Get your Geek on with these stylish, fresh and elegant Gadgets. Here’s our Geek Gadgets of the Week:
1. Dexter Blood Spatter Coasters
Dexter may be over, but show your love by putting these blood spatter coasters on display. Let visitors to your house know that spatters of any kind are unacceptable. You will not turn the other cheek, you will slice it! What civilized person puts a cup glistening with condensation on a bare wooden table? That’s why we have this set of blood-spattered Dexter coasters. (To put cups on, not to slice people with.) Can you imagine slicing someone open with a dull-edged coaster? That would take a great deal of effort. If you’re a fan of Dexter, serial murder, blood spatter, or just clean coffee tables, you should get your hands on this set of coasters. They’re made of clear glass with various blood spatter patterns printed on them. Rubberized feet underneath protect your table from scratches and keep things from sliding around. Of course, all bets are off if there’s blood spatter on the table because you already sliced the other cheek.
- Blood-spattered coasters from the Showtime TV show, Dexter
- Set of 6 clear glass coasters with big blood spatters on ’em
- Comes in a wooden treasure box engraved with the Dexter logo
- Rubberized feet protect your table, prevent sliding
- Officially licensed Dexter collectible
2. Tactical BBQ Apron
A seasoned outdoor chef attempts to prepare for all external variables. But it’s an impossible feat. The prep tray overflows with spatulas, BBQ forks, tongs, brushes, thermometers, spices, plates, and of course, beer. A chef’s space is an overcrowded one, to say the least, but every tool is essential to the mission. They were dark times; summer afternoons littered with burnt meats and overly charred vegetables. Standing at a grill fixated on cooking — on creating! — was an impossible task. You had to depend on the kindness of friends and family to run and retrieve things you had forgotten in the kitchen. A quick grab for the tongs could mean spilling your beer. The spice was flowing… on the ground when you dropped it. That was, until the Tactical Apron was born. Emblazoned with the title CHEF and equipped with a MOLLE system, you’ll feel like a Soldier of Beef!

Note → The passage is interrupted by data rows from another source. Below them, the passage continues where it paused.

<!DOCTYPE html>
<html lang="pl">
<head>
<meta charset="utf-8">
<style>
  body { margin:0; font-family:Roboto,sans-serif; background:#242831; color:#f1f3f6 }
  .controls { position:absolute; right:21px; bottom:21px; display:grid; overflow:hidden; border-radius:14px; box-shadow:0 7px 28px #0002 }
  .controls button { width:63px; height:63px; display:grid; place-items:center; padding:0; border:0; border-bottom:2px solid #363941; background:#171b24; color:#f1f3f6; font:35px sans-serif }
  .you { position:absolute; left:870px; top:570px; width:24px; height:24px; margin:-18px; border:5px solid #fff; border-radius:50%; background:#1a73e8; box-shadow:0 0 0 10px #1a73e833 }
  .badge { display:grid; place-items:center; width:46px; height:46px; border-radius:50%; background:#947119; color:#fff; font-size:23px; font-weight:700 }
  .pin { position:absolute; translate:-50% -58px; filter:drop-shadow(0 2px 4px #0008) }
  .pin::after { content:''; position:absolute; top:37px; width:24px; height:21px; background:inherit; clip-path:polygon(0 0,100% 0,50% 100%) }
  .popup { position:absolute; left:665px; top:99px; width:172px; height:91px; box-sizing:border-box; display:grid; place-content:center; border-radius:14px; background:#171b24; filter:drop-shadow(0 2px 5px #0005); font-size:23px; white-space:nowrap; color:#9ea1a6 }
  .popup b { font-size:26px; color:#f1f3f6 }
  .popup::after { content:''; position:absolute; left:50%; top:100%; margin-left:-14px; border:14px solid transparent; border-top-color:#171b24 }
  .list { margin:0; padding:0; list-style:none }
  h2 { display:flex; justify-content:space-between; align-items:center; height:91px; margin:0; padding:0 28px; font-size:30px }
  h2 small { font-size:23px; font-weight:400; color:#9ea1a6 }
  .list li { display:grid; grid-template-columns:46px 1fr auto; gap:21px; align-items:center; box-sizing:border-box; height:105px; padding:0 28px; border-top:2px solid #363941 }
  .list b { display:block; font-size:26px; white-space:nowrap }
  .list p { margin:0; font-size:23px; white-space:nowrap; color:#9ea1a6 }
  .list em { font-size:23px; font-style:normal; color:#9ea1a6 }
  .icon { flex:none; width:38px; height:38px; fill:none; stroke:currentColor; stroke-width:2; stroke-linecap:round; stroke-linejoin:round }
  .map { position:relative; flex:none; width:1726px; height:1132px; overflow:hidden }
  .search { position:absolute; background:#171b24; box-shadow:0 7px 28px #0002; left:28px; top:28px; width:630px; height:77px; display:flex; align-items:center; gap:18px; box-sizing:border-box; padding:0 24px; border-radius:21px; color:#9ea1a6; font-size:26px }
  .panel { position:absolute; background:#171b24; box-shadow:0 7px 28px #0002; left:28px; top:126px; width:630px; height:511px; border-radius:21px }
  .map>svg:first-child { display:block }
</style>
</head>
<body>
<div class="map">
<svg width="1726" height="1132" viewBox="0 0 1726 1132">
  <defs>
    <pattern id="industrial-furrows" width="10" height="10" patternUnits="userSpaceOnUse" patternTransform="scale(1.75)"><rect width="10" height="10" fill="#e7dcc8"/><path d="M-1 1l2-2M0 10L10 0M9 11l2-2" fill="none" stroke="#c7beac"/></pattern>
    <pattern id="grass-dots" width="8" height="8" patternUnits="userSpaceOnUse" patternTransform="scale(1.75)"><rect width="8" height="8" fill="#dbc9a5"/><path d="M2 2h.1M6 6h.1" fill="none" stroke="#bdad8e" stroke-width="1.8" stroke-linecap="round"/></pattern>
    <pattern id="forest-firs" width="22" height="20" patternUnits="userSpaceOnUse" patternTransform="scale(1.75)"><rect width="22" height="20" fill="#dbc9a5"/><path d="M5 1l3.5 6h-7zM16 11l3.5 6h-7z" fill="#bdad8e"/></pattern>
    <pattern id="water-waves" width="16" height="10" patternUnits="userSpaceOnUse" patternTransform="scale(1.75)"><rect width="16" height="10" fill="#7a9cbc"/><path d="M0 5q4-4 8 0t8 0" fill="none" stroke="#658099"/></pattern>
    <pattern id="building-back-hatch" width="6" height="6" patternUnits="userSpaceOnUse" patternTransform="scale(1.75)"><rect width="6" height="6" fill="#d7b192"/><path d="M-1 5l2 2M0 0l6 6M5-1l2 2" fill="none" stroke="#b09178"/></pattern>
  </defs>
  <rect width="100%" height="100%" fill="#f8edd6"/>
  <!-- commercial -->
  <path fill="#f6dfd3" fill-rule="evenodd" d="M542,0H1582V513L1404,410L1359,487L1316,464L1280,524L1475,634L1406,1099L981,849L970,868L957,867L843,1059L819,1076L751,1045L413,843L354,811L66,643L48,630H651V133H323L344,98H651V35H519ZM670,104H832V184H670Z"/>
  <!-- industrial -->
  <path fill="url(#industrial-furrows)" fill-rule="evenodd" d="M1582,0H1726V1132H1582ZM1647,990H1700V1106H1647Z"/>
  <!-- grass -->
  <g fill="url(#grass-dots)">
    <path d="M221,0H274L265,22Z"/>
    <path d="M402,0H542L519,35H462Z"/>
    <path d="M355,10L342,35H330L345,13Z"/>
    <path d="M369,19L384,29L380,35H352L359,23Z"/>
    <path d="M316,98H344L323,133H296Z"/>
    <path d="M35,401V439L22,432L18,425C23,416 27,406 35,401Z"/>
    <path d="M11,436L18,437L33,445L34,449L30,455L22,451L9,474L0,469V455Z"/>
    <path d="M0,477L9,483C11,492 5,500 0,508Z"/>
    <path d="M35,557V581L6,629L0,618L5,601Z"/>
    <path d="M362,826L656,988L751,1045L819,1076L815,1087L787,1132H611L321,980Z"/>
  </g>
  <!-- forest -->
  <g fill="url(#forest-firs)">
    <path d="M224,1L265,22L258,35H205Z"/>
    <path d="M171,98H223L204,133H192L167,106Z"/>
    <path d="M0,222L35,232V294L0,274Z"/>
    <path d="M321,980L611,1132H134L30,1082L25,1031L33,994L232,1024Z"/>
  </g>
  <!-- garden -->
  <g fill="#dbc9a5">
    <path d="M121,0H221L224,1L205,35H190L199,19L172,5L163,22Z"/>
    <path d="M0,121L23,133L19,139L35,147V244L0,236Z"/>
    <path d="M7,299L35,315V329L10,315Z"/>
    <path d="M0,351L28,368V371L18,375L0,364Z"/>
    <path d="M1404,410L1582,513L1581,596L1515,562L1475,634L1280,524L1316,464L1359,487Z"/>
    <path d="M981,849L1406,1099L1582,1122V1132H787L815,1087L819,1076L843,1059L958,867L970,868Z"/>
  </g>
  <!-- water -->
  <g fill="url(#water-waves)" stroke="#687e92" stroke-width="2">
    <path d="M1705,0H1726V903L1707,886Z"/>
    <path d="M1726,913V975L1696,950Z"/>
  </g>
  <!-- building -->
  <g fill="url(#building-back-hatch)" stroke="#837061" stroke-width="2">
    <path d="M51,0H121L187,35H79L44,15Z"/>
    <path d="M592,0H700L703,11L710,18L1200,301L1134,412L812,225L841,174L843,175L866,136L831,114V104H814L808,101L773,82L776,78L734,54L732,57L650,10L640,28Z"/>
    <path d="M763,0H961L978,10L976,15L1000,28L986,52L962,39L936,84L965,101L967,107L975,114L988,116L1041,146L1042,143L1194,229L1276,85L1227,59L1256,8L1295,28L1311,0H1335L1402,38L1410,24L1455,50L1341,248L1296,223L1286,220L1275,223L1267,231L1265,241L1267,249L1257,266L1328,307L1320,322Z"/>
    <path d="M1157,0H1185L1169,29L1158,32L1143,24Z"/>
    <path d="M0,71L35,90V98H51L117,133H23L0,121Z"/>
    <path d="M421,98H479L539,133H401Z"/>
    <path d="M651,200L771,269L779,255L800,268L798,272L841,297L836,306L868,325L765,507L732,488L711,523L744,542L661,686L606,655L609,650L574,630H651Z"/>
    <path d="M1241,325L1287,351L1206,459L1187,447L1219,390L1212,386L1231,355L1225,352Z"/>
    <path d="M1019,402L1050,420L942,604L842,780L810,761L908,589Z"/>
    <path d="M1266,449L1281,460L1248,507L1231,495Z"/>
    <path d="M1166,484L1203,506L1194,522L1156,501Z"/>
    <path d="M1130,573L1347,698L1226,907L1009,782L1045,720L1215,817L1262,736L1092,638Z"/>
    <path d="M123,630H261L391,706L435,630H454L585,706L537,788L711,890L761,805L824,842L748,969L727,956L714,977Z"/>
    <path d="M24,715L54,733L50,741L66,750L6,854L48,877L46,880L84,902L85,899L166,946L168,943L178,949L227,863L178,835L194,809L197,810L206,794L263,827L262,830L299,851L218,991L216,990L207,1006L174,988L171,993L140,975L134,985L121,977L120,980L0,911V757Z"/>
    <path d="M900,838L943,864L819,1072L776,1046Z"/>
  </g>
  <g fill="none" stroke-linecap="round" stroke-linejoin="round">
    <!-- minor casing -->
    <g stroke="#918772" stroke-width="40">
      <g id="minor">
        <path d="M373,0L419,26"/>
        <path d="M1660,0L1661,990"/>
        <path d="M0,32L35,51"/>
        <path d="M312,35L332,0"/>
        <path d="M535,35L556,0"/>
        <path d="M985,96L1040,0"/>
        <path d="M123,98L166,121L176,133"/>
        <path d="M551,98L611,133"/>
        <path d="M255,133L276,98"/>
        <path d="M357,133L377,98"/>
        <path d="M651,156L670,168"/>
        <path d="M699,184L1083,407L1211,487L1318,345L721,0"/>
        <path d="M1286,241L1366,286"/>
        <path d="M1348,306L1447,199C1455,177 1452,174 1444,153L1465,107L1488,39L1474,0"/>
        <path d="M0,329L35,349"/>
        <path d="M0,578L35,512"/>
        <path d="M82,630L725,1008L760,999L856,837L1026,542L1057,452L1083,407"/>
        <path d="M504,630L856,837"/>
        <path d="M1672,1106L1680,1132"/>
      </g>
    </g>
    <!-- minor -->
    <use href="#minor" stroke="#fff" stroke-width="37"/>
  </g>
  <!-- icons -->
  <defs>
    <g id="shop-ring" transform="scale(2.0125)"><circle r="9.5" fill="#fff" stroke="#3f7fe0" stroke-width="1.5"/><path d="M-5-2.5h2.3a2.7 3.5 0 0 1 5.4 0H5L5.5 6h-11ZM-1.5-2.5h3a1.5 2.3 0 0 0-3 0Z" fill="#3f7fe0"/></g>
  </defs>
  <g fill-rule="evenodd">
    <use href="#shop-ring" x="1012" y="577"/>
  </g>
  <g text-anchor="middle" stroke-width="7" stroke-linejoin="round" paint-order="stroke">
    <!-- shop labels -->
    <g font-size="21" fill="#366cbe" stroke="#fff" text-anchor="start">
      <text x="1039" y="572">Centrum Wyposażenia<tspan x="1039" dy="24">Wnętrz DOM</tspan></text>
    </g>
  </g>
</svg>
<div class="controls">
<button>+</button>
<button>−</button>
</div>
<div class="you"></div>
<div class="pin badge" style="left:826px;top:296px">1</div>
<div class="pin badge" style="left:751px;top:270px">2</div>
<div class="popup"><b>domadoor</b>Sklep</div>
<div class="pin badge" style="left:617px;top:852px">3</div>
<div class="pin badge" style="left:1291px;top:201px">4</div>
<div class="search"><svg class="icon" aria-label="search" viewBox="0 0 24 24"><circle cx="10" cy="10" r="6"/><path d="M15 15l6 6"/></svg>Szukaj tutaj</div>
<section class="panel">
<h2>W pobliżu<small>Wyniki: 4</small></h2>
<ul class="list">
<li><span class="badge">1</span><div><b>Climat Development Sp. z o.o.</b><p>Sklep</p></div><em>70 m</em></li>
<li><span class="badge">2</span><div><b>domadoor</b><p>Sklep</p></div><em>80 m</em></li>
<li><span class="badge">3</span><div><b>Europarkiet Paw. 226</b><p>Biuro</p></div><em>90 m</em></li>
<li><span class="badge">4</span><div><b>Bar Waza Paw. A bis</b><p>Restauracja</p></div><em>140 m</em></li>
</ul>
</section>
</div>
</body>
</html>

The Tactical Apron is not intended for use in combat against anything other than a grill or smoker. It will not prevent injury from shrapnel, bullets, Pokemon, or other projectiles.
- Real MOLLE system for holding everything a Grill Master needs
- 2 large pouches and 3 smaller pouches with front and back removable Velcro patch
- Perfect for storing condiments, grilling utensils, salt / pepper… and your phone
- Adjustable side strap for the perfect fit
- Materials: 100% Cotton
3. Can You Imagine Melting Clock
Can You Imagine having a clock that appears to be melting off the surface that you placed it on, only to find out that it’s an optical illusion? We did. Presenting the magical Melting Clock, a conversation piece that is both art and a precision timepiece. Place the Melting Clock where a clock has never been placed before – at the end of a bookshelf or the end of a desk or any place you can think of. Time is not rigid. Time is fluid and the Melting Clock visually represents the fluidity of time. Is it a clock or is it art? You be the judge.
- Chrome plated case
- Precision quartz movement
- A conversation piece and a work of art
4. Office Space Red Stapler
Have You Seen My Stapler? People sometimes form very strong bonds to inanimate objects. This is especially the case when you come into daily contact with, say, a red Swingline stapler. The ultimate utilitarian desktop accessory. Its vibrant red color stands out amongst the grays and beiges that consume office space. The sleek, smooth retro lines. The sheer weight. The precise, solid movement. The mechanics. The thick, dense sound as paper is conjoined… One thing is certain – you will never covet an office supply as much you will your red Swingline stapler. Oh, and by the way, if you’ve got a smug bastard in your office named Lumberg, don’t ever let him take away your red Swingline. It could be bad for the business… Durable metal construction with a retro style. 20 Sheet capacity. Jam resistant. Uses S.F. 4 Premium Staples (not included). 7 inches x 2.5 inches. TPS Reports not included.
- The ultimate utilitarian desktop accessory.
- The sheer weight.
- Durable metal construction with a retro style.
5. Horse Head Mask
We’ve seen the viral videos, this horse head is famous! We’ve discovered yet another universal truth – a person wearing a Horse Head Mask looks downright disturbing. But don’t take our word for it, wear this latex mask with realistic fur mane to your next social function and watch as people scramble to avoid you. Fits most adult heads. Bagged with illustrated tag.
- Awesome conversation piece
- Quality construction
- Be the life of the party
- Look for the Accoutrements tag on the mask to ensure it’s the real thing
6. Woofer Speakers
Pun intended, the “Woofer” is a co-axial speaker system consisting of two dogs. The custom engineered electronic filters make for great sound, and the aesthetics – well, you’ve definitely got two new best friends.